The Portland area’s $20 billion transportation wish list and its pledge to reduce greenhouse gases are on a collision course.

A new Metro study shows that population growth coupled with a soon-to-be-approved Regional Transportation Plan will result in so much metro-area traffic that greenhouse gas emissions from vehicles will jump 49 percent.

The finding comes just as Portland and Multnomah County embark on a massive, lifestyle-changing Climate Action Plan to slash overall greenhouse gas emissions 80 percent by 2050.

Environmentalists say the new Metro analysis confirms the folly of spending $4 billion on a new, wider Columbia River bridge – the largest project in the Regional Transportation Plan – as well as projects to widen some suburban roads to seven lanes.

“We need solutions that don’t lead to more driving,” says Mara Gross, policy director of Coalition for a Livable Future, which represents about 90 organizations.

Metro planners say the 49 percent figure is overstated, because their analysis uses planned projects, plus an expected 58 percent population growth, to estimate future vehicle trips in 2035. The study didn’t try to predict future behavior, policy and land-use changes – or consider inevitabilities such as the coming wave of fuel-efficient and electric cars.

But there’s no dispute about the trend the study shows.

“Does it matter whether it’s 20 percent or 49 percent when we’re trying to get to minus 80 percent?” wonders Rex Burkholder, Metro councilor. “What it shows us is we’re going in the wrong direction.”

Reduced driving sought

An estimated 38 percent of Multnomah County’s greenhouse gas emissions come from all forms of transportation, more than any other sector, according to the Portland Bureau of Planning and Sustainability. So the city/county Climate Action Plan calls for dramatically reducing daily miles driven from 18.5 miles per person to 13.4 miles by the year 2030. That will require more bicycling, more walking, more carpooling and telecommuting, better transit, and more nearby groceries and jobs so people don’t have to travel as far.

Since 1990, carbon emissions from transportation have risen a modest 2.5 percent within Multnomah County, despite rapid population growth. TriMet ridership and bicycle commuting have mushroomed during that period.

As Portland city commissioners prepared to vote on the Climate Action Plan on Oct. 28, word of Metro’s new greenhouse gas study shocked many in attendance.

“Our transportation wish list takes us in the opposite direction,” testified Chris Smith, a transportation activist, blogger and member of the Multnomah County Planning Commission.

Burkholder says criticisms from the Coalition for a Livable Future are unfair, based on singling out a handful of projects among 1,000 in line for funding in the $20 billion plan. That list also includes money for Portland’s eastside trolley line, Burkholder notes, as well as numerous transit, pedestrian and bicycle projects that offer people a range of transportation choices.

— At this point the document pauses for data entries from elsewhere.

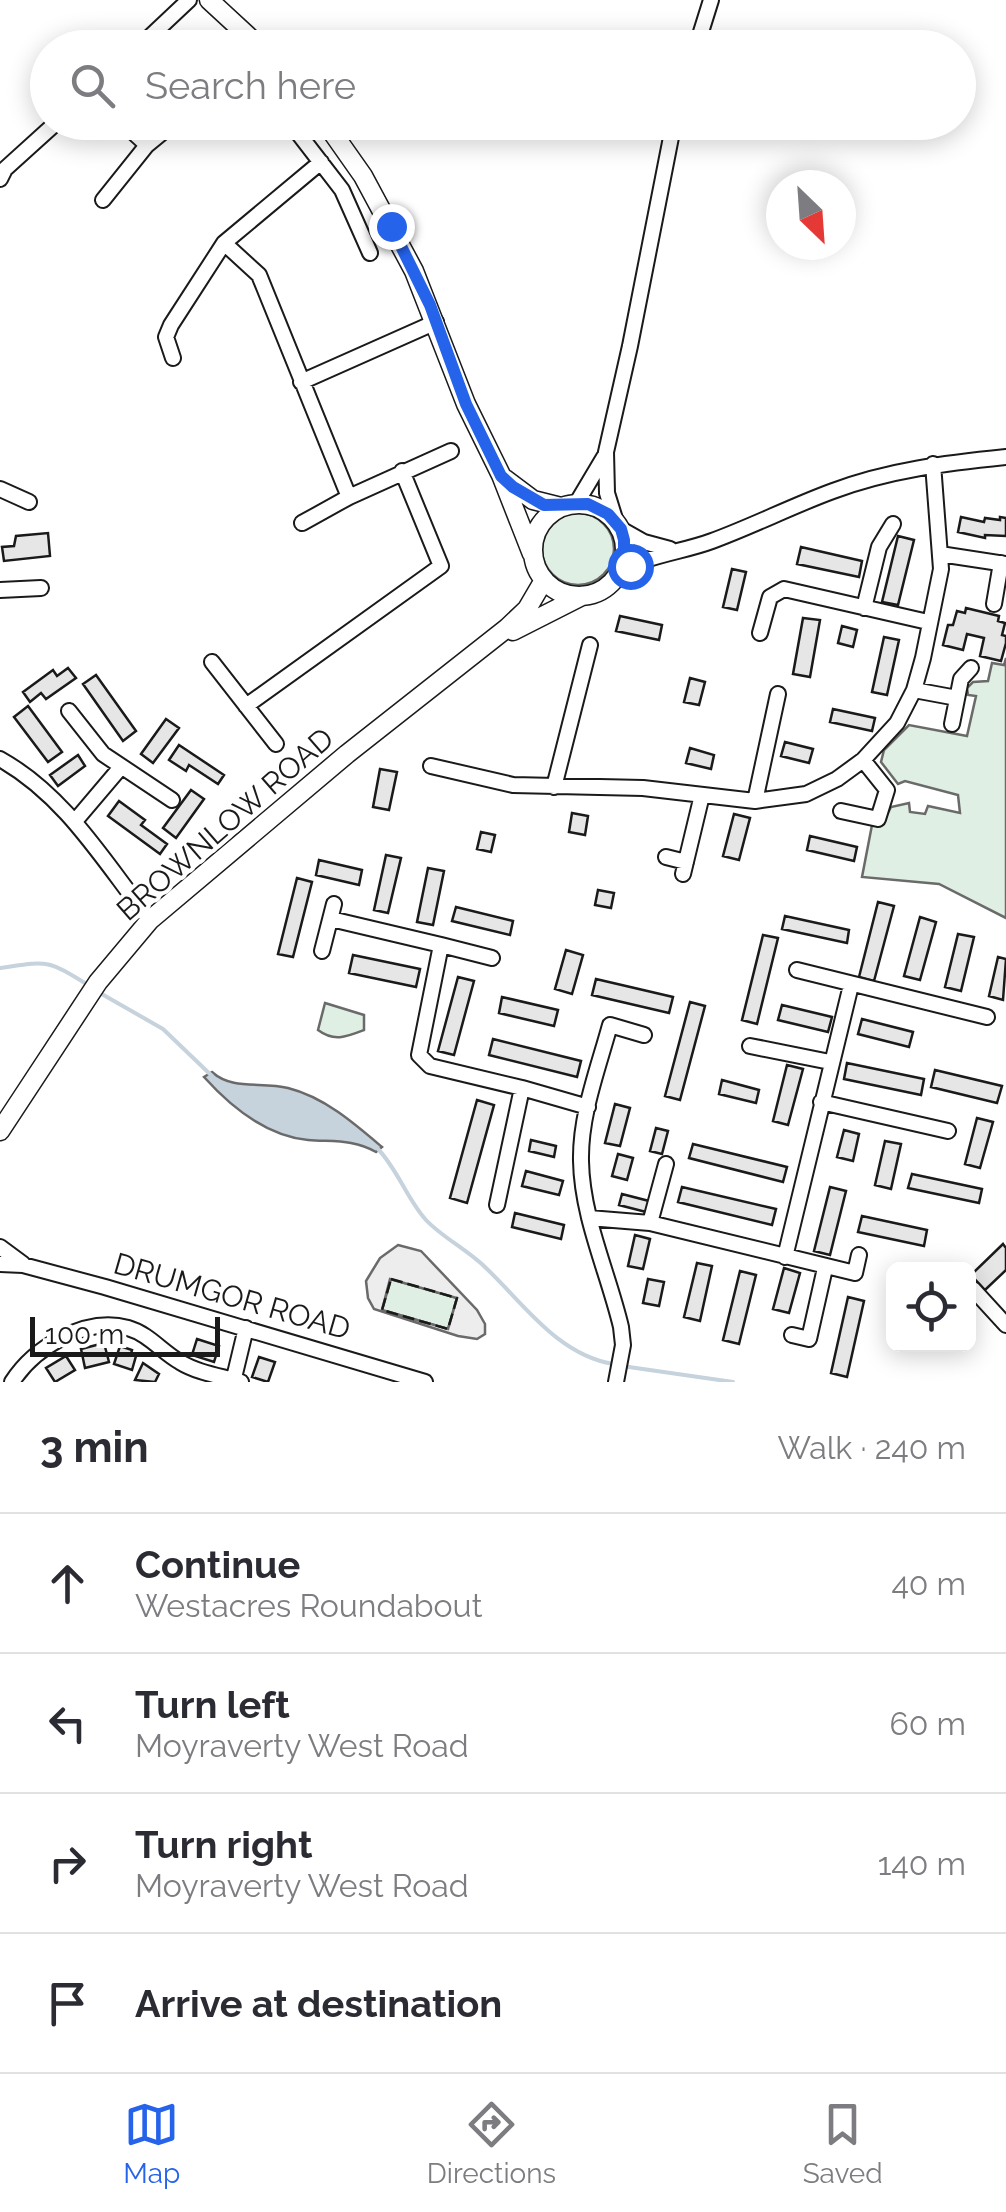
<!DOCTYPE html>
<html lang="en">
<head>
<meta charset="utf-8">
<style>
  body { margin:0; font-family:Raleway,sans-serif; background:#f7f7f7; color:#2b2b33 }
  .controls { position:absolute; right:30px; bottom:30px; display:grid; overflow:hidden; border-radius:15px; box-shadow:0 5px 25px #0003 }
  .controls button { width:90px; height:90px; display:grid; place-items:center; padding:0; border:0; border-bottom:2px solid #e1e1e2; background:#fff; color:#2b2b33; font:50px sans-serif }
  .compass { position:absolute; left:766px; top:170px; width:90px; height:90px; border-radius:50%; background:#fff; box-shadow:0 5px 25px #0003; rotate:155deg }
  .scale { position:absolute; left:30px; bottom:25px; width:190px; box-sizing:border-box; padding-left:10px; border:5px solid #1a1a1a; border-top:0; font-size:28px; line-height:35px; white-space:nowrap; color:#1a1a1a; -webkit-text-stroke:8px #fff; paint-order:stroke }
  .stop { position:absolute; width:30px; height:30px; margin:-22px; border:8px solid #2563eb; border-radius:50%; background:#fff }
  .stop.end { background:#2563eb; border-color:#fff; box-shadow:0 2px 10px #0008 }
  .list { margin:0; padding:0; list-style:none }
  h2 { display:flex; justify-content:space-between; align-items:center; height:130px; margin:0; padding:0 40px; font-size:42px }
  h2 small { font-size:32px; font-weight:400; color:#7c7c81 }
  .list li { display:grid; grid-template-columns:65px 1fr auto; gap:30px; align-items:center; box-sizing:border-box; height:140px; padding:0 40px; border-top:2px solid #e1e1e2 }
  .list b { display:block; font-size:38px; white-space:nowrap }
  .list p { margin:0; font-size:32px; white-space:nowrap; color:#7c7c81 }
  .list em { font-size:32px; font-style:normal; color:#7c7c81 }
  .icon { flex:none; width:55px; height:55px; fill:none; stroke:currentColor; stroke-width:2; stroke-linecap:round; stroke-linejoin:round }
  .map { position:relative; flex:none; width:1006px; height:1382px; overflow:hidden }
  .search { position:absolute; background:#fff; box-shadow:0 5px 25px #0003; left:30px; right:30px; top:30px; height:110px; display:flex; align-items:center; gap:25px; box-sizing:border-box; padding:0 35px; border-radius:55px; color:#7c7c81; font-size:38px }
  .sheet { height:690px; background:#fff }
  nav { display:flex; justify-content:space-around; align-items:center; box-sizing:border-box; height:140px; border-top:2px solid #e1e1e2; background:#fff; font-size:28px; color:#7c7c81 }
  nav a { display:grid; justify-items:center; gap:5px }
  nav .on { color:#2563eb }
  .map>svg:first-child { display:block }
</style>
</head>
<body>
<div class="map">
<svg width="1006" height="1382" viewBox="0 0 1006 1382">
  <rect width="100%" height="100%" fill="#fff"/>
  <path fill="#e0efe3" stroke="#6a6a6a" stroke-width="2.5" d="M542 549a36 36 0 1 1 72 0a36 36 0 1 1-72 0Z
    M1006,658V918L939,884L862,877L872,825L883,823L891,807L909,803L910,812L925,814L928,806L960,813L958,795L905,781L898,784L881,762L884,750L909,725L967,736L976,696L968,695L967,688L973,682L988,681L992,663L1004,665Z
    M325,1003L364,1015V1030C346,1037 334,1042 318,1030Z
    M391,1279L457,1298L448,1329L382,1310Z"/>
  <path fill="#ededed" stroke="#6a6a6a" stroke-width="2.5" fill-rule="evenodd" d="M398,1245L421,1251L477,1310L485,1324V1334L477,1339L458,1336L374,1309L368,1298L366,1281L380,1258ZM390,1279L457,1298L448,1329L382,1310Z"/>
  <path fill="#c6d2dc" stroke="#6a6a6a" stroke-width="2.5" d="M212,1072C233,1091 262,1081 288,1088C324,1097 354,1123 382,1147L376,1152C354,1139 333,1142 308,1140C266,1136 231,1107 204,1077Z"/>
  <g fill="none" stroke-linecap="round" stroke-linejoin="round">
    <path stroke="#c6d2dc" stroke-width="4" d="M0,968C48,961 46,959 88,985
      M100,993L163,1029L212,1076
      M378,1149C398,1170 407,1199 426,1220C443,1238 468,1250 486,1268C524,1304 558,1355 613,1364
      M622,1366L733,1382"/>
  </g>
  <path fill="#e6e6e6" stroke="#1a1a1a" stroke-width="2.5" d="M961,517L984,522L985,518L1000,520V517L1006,518V536L985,535V538L958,532Z
    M48,533L50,556L4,561L2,547L14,546L16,536Z
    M898,536L914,540L898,605L882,602Z
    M801,547L862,561L859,577L797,564Z
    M732,569L746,572L737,610L723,607Z
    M966,608L999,616L998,621L1005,623L1002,635L1006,636V643L1001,661L980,656L984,638L967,634L963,650L943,645L948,625H953L957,611L965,613Z
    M620,616L662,625L659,640L616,631Z
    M803,618L820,620L810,677L793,674Z
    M842,626L857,630L853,647L838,643Z
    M884,637L899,640L887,695L872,692Z
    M68,668L76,678L46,699L41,693L30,702L23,692L53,670L57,676Z
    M96,675L136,731L123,741L83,684Z
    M690,678L705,682L699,705L684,702Z
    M28,706L62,752L48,762L14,717Z
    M833,709L875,718L872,731L830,722Z
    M166,719L179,728L153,763L141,754Z
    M785,742L813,749L809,763L781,756Z
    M179,745L224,775L218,784L189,765L186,771L169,760Z
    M690,748L714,755L711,769L686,763Z
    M78,755L85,766L58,786L50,775Z
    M380,769L397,772L389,810L373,807Z
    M191,790L204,799L176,838L163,828Z
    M119,801L145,820L141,825L167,844L160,854L108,816Z
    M572,813L588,816L585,835L569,832Z
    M734,814L750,818L739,860L723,856Z
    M481,832L495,835L491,852L477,849Z
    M810,836L857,847L854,861L807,850Z
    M386,855L401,858L388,913L374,910Z
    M319,860L362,870L359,885L316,875Z
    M428,868L444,871L433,925L417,922Z
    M297,878L312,882L293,957L278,954Z
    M598,890L614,893L611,908L595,905Z
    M878,902L894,906L874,981L859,977Z
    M456,907L513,921L510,935L452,921Z
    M785,916L849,930L847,943L782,929Z
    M920,917L936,922L920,980L904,976Z
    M958,934L974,937L961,991L945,987Z
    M763,935L778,938L757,1024L742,1020Z
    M566,950L583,955L572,994L555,989Z
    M353,955L420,969L416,987L349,973Z
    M998,957L1006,959L1003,1000L989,996Z
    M458,977L474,981L454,1055L438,1051Z
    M596,979L673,997L669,1013L592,995Z
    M502,997L558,1010L554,1026L499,1013Z
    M690,1002L705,1006L680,1100L665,1096Z
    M782,1005L832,1017L828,1032L778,1020Z
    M862,1019L913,1032L909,1047L858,1034Z
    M493,1039L581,1061L577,1077L489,1055Z
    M847,1063L924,1079L921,1095L844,1079Z
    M787,1065L803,1069L788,1125L773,1121Z
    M935,1070L1002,1086L997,1103L931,1087Z
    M722,1080L759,1090L756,1103L719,1094Z
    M477,1100L494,1105L467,1203L450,1198Z
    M615,1104L630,1108L620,1146L605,1143Z
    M977,1118L993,1122L980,1168L965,1164Z
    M656,1128L668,1131L662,1154L650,1151Z
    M844,1130L859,1134L853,1161L837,1157Z
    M531,1140L556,1146L554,1157L529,1151Z
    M885,1141L901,1144L891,1189L875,1185Z
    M693,1144L787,1167L783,1182L689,1158Z
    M618,1154L633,1158L627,1180L612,1176Z
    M526,1171L563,1181L559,1195L522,1186Z
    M912,1174L982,1189L979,1203L908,1188Z
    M682,1187L776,1209L772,1225L678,1202Z
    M830,1187L846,1191L830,1255L814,1251Z
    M622,1194L649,1201L646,1212L619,1205Z
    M515,1213L564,1225L561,1239L512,1227Z
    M862,1216L927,1230L924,1246L858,1232Z
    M635,1235L650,1239L643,1269L628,1266Z
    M1003,1244L1006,1248V1270L985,1290L971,1275Z
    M697,1263L712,1266L700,1321L684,1317Z
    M784,1268L800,1273L789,1313L773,1309Z
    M740,1271L756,1275L739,1344L723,1340Z
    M648,1279L664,1282L659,1306L643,1303Z
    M848,1297L864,1301L847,1377L831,1373Z
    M197,1339L219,1346L214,1362L192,1355Z
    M104,1343L109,1362L85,1368L81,1349Z
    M120,1346L132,1350L131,1354L136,1356L132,1370L114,1364Z
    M66,1356L75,1370L55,1382L46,1368Z
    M259,1357L275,1362L268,1382L252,1377Z
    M143,1363L159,1374L155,1382L135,1380Z"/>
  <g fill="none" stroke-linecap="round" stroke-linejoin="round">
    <g stroke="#1a1a1a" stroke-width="18">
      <path id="minor" d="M138,48L189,0
        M696,48L711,0
        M122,122L147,145
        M295,129L342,190L370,253
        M0,179L5,169L57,122
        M103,200L147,145L175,122
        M224,243L259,275L349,497
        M173,358L166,337L171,325L224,243L321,162
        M301,382L436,322
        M0,489L29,502
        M576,504L604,457
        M616,522L607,493L606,452L630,346L674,122
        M302,523L349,497L451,451
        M621,529L644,542L670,549
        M940,554L1006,564
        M618,574C647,554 680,553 712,541C753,526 792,506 833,491C889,470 947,463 1006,457
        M0,590L41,588
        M994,604L1001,563
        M864,608L879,547L893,524
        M760,633L770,597L784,589L928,622
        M212,662L276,744
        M914,690L957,698
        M246,706L441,566L402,471
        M69,711L103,754L172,800
        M952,724L961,679L971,668
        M0,759C66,796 104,862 150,920
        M431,766L513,785L643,788L755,801L806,794L837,779L863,760L897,723L914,690L923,658L941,569L933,464
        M554,787L590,645
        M755,801L778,694
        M841,811L878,819L887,790L863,760
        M76,820L121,767
        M666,857L686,862
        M683,874L702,795
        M331,919L441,945
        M322,951L334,904
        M492,958L441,945L419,1055L430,1066L522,1088
        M797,970L987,1017
        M750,1046L830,1062
        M821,1102L948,1131
        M497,1205L522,1088L588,1107
        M589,1218L650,1223L666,1164
        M650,1223L855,1273L859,1255
        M0,1247L23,1264
        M785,1257L851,985
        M0,1264L23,1265L105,1287L425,1382
        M973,1289L1006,1325
        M792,1335L809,1339L825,1268
        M12,1382C34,1348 85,1316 128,1328C149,1334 162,1352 180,1362C198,1373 221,1376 241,1382
        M233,1382L246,1328
        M616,1382L623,1345L621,1327C608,1272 582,1218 581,1161C580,1115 598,1069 610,1025L644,1035"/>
    </g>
    <g stroke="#1a1a1a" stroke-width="21">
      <path id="major" d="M209,0L261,48
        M325,122L363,176L414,271L466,404L501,475L532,554
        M505,479L533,500L561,507
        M533 550a46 46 0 1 1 92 0a46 46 0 1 1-92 0Z
        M513,631L582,596
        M0,1131L98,982L150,920L347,754L507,628L527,609L544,580"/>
    </g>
    <use href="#minor" stroke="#fff" stroke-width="14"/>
    <use href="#major" stroke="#fff" stroke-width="18"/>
    <path stroke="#1a1a1a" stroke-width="2.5" stroke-dasharray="12 5" stroke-linecap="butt" d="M391,1279L457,1298L448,1329L382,1310Z"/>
  </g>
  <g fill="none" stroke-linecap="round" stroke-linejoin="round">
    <path stroke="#2563eb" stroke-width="12" d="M391,226L430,305L466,404L501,476L513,487L544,505L588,504L608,514L621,529L624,540V564L618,574L630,566"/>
  </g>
  <g text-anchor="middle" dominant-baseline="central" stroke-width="8" stroke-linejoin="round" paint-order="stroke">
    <g font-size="30" fill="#1a1a1a" stroke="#fff">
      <text transform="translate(225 824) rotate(-41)">BROWNLOW ROAD</text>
      <text transform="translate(232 1296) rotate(16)">DRUMGOR ROAD</text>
    </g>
  </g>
</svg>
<div class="controls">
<button><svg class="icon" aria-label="locate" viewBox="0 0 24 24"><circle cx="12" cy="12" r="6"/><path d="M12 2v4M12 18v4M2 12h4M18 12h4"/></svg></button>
</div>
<svg class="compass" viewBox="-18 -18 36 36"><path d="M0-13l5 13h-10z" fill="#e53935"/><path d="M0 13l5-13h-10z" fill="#7c7c81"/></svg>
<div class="scale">100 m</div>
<div class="stop" style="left:630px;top:566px"></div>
<div class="stop end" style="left:391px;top:226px"></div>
<div class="search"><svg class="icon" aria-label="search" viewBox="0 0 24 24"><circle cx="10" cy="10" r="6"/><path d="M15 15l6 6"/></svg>Search here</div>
</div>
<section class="sheet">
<h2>3 min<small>Walk · 240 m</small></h2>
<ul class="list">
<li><svg class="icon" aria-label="ahead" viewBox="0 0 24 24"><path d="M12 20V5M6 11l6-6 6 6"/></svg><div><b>Continue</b><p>Westacres Roundabout</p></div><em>40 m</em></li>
<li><svg class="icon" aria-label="left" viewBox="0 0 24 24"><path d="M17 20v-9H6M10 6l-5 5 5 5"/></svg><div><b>Turn left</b><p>Moyraverty West Road</p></div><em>60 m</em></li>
<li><svg class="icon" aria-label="right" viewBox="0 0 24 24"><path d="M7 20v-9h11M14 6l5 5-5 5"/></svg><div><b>Turn right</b><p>Moyraverty West Road</p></div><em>140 m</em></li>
<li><svg class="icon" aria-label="arrive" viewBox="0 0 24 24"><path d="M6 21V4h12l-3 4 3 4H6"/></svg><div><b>Arrive at destination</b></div></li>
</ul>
</section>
<nav>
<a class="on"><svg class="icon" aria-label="map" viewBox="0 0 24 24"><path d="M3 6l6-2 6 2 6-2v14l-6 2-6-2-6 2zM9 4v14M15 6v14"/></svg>Map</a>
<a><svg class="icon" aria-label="directions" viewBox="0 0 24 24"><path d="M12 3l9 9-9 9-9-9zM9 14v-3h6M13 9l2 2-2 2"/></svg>Directions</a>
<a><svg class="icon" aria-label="saved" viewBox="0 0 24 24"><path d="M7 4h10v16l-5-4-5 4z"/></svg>Saved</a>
</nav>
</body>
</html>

Roads, bridges and highways stand to get 57 percent of the nearly $20 billion in the Regional Transportation Plan, but transit, pedestrian and bicycle projects are in line to receive 37 percent of the money.

Metro, he adds, appears to be the first in the nation doing this kind of greenhouse gas analysis of transportation projects.

Old style of business?

The Regional Transportation Plan, and some of the “earmarked” highway projects inserted by individual lawmakers into the 2009 state transportation bill, are signs that we’re still pursuing a lot of “old-time” concrete projects, laments Angus Duncan, chairman of the Oregon Global Warming Commission. However, he says it’s a time of transition when it comes to combating global warming, and it’s hard to move fast in the public policy arena.

“First, we have to turn this ship around, before we can accelerate it into the other direction,” Duncan says. “Collectively, our minds aren’t there yet.”

Another sign of the challenges ahead is an estimate in the same Metro report that projects how many trips will remain by a single person driving alone in a car. Metro calculates that 46 percent of all trips in the downtown Beaverton area are now made by a single person driving alone, and that will drop to 43 percent by 2035.

Beaverton Mayor Denny Doyle says the greenhouse gas report shows the need for more transit spending in Beaverton and Hillsboro, and for more money to facilitate midrise housing in downtown Beaverton.

Doyle acknowledged the new analysis suggests a closer look at whether seven lanes are needed on Tualatin Valley Highway, which links Beaverton to Hillsboro. However, he hopes that new technology, such as electric cars, can be “the salvation” to help the region meet its greenhouse gas goals.

Clackamas County Chairwoman Lynn Peterson, a former traffic engineer, suggests the region adopt the Regional Transportation Plan, but then spend the next six months amending it to address the carbon emissions goals.

Peterson would like to see more emphasis on heavy rail and freight issues, and find ways to get people to drive at different times. That way, the region wouldn’t need to put so much money into making highways accommodate traffic for the worst 15 minutes of the rush hour, she says.

Washington County Chairman Tom Brian says the region needs to address traffic problems and greenhouse gas reductions with a variety of strategies. He cites a public education campaign, first suggested by Washington County, designed to get people to bundle errands in one trip, to cut down on traffic.

But the region is clearly growing, Brian says, and road capacity is essential, especially to carry freight.

“We can’t put freight on a bicycle or light rail.”


Metro now in charge of emission goals

Metro’s greenhouse gas study highlights an emerging new role for the regional governing body, which is sometimes criticized for trying to impose Portland values on the suburbs.

In House Bill 2001, the huge transportation package enacted by the Oregon Legislature this year, lawmakers ordered Metro to help meet the state’s aggressive greenhouse gas emissions goals. So even as some suburban leaders complain openly about Metro’s “mission creep” – the agency’s penchant for taking on more and more powers – the regional government is newly obliged to use its transportation-funding and land use powers to stem carbon emissions that worsen global warming.

That means that Portland and Multnomah County’s ambitious greenhouse gas-reduction strategies in their newly adopted Climate Action Plan must “be on the table for the rest of the region,” says Andy Cotugno, a Metro senior policy adviser. “The other two counties have not done anything” similar, he says.

Washington County Chairman Tom Brian says he’s not at all worried about Metro taking on a new role in greenhouse gas reductions. Collectively, tackling carbon emissions is something all jurisdictions should be doing, Brian says.